Locate the word "lists" in the entries below, then gather every line that holds it.
[[ SUPPLIED MATERIAL open ]]
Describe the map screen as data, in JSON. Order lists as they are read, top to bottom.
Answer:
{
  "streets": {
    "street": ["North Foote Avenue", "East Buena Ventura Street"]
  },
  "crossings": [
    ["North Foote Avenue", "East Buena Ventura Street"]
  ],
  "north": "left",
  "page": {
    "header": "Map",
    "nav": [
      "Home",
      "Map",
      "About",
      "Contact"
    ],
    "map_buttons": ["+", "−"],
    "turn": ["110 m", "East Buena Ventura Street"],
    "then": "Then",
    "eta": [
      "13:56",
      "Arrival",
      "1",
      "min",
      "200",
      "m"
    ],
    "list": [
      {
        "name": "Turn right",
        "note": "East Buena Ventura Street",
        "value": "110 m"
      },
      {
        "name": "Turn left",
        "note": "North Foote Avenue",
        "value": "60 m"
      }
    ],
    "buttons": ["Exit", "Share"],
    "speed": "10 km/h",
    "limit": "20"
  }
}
[[ SUPPLIED MATERIAL closed ]]
[[ SUPPLIED MATERIAL open ]]
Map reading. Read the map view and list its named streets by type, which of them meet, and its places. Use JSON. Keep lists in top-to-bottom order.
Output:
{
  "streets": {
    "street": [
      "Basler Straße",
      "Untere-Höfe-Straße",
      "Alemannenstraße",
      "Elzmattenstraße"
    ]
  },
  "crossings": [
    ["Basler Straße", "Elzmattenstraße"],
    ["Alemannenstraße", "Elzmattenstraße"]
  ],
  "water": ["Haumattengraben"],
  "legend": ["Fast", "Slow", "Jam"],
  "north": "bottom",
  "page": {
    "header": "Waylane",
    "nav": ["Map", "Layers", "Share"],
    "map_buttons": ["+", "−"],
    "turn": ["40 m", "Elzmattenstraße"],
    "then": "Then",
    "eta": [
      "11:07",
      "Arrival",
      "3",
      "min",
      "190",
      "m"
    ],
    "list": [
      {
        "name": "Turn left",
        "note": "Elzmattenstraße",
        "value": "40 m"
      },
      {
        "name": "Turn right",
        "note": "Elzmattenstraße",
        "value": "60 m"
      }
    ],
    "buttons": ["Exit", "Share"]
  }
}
[[ SUPPLIED MATERIAL closed ]]
[[ SUPPLIED MATERIAL open ]]
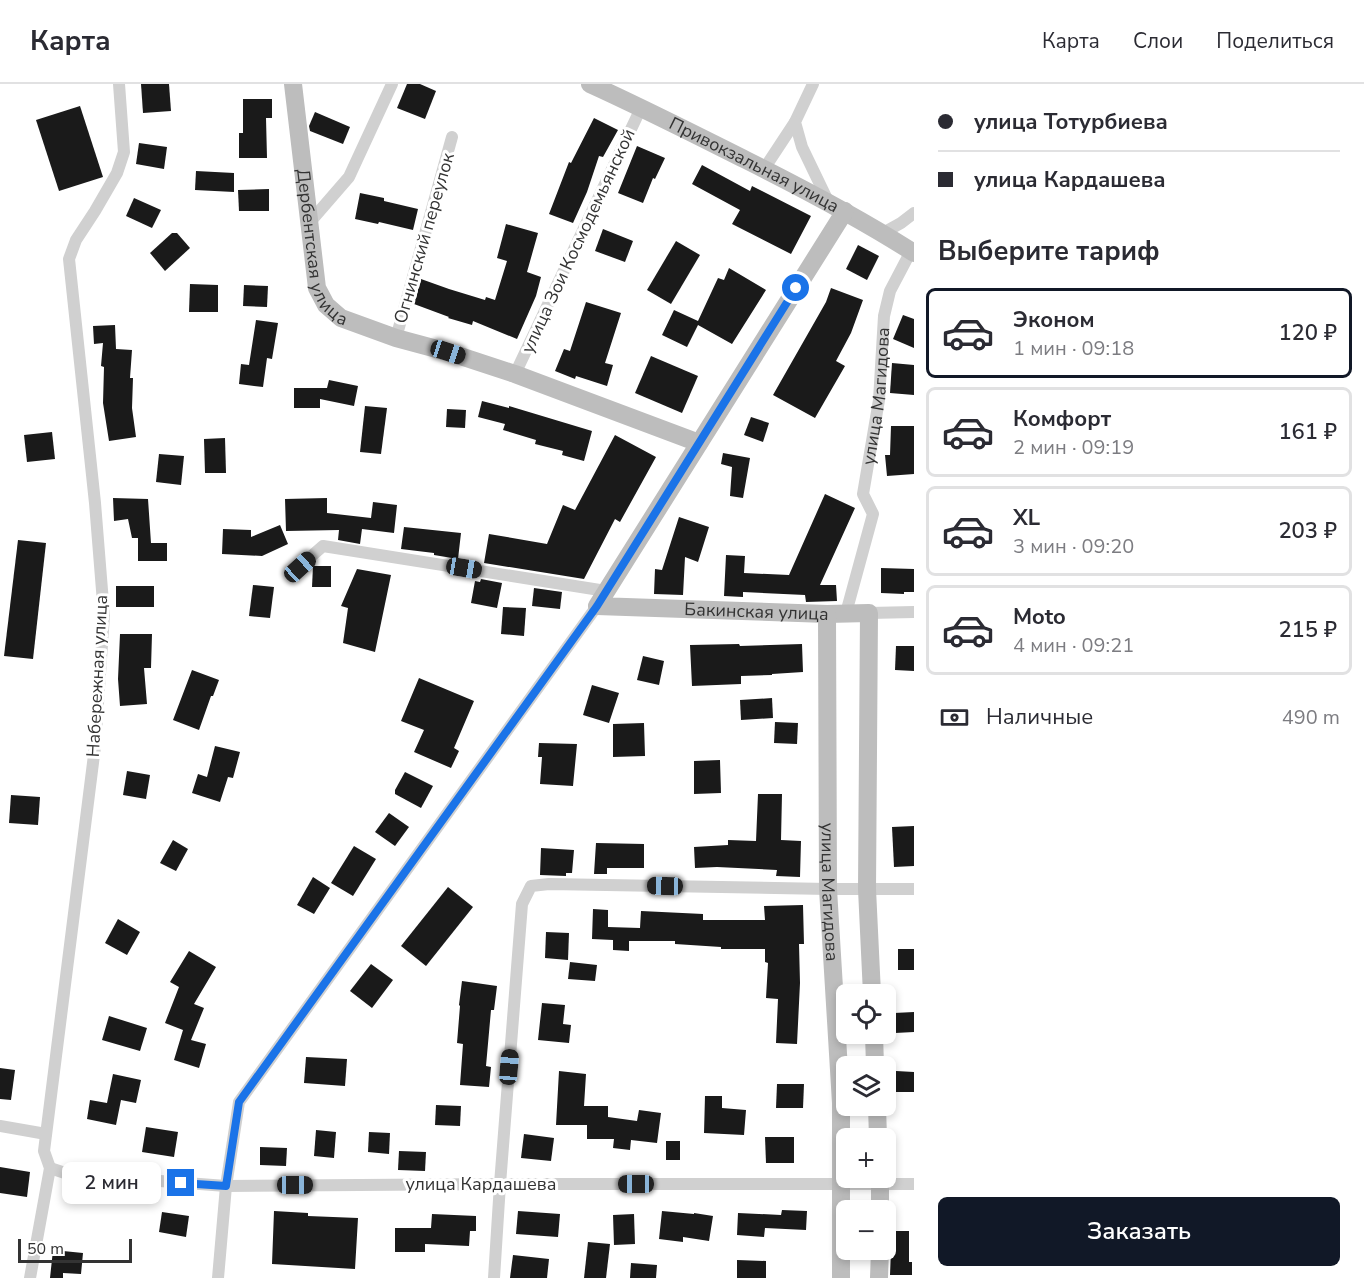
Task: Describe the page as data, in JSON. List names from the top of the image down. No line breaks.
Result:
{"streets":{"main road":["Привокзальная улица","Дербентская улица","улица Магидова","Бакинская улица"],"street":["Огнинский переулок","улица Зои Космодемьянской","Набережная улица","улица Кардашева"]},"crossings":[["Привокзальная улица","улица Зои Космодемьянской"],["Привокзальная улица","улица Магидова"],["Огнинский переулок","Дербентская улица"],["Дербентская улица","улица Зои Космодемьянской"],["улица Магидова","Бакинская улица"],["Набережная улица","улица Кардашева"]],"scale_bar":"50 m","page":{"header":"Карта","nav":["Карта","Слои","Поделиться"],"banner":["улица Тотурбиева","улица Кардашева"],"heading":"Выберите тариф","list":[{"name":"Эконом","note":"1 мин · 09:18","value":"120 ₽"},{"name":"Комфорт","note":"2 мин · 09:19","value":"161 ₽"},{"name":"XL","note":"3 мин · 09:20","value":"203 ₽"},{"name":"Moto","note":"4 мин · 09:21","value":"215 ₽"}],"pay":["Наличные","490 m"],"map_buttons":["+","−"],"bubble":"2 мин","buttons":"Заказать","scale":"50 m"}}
[[ SUPPLIED MATERIAL closed ]]
**RESULT FOR THIS EXERCISE:**
Describe the map screen as data, in JSON. Order lists as they are read, top to bottom.
Map reading. Read the map view and list its named streets by type, which of them meet, and its places. Use JSON. Keep lists in top-to-bottom order.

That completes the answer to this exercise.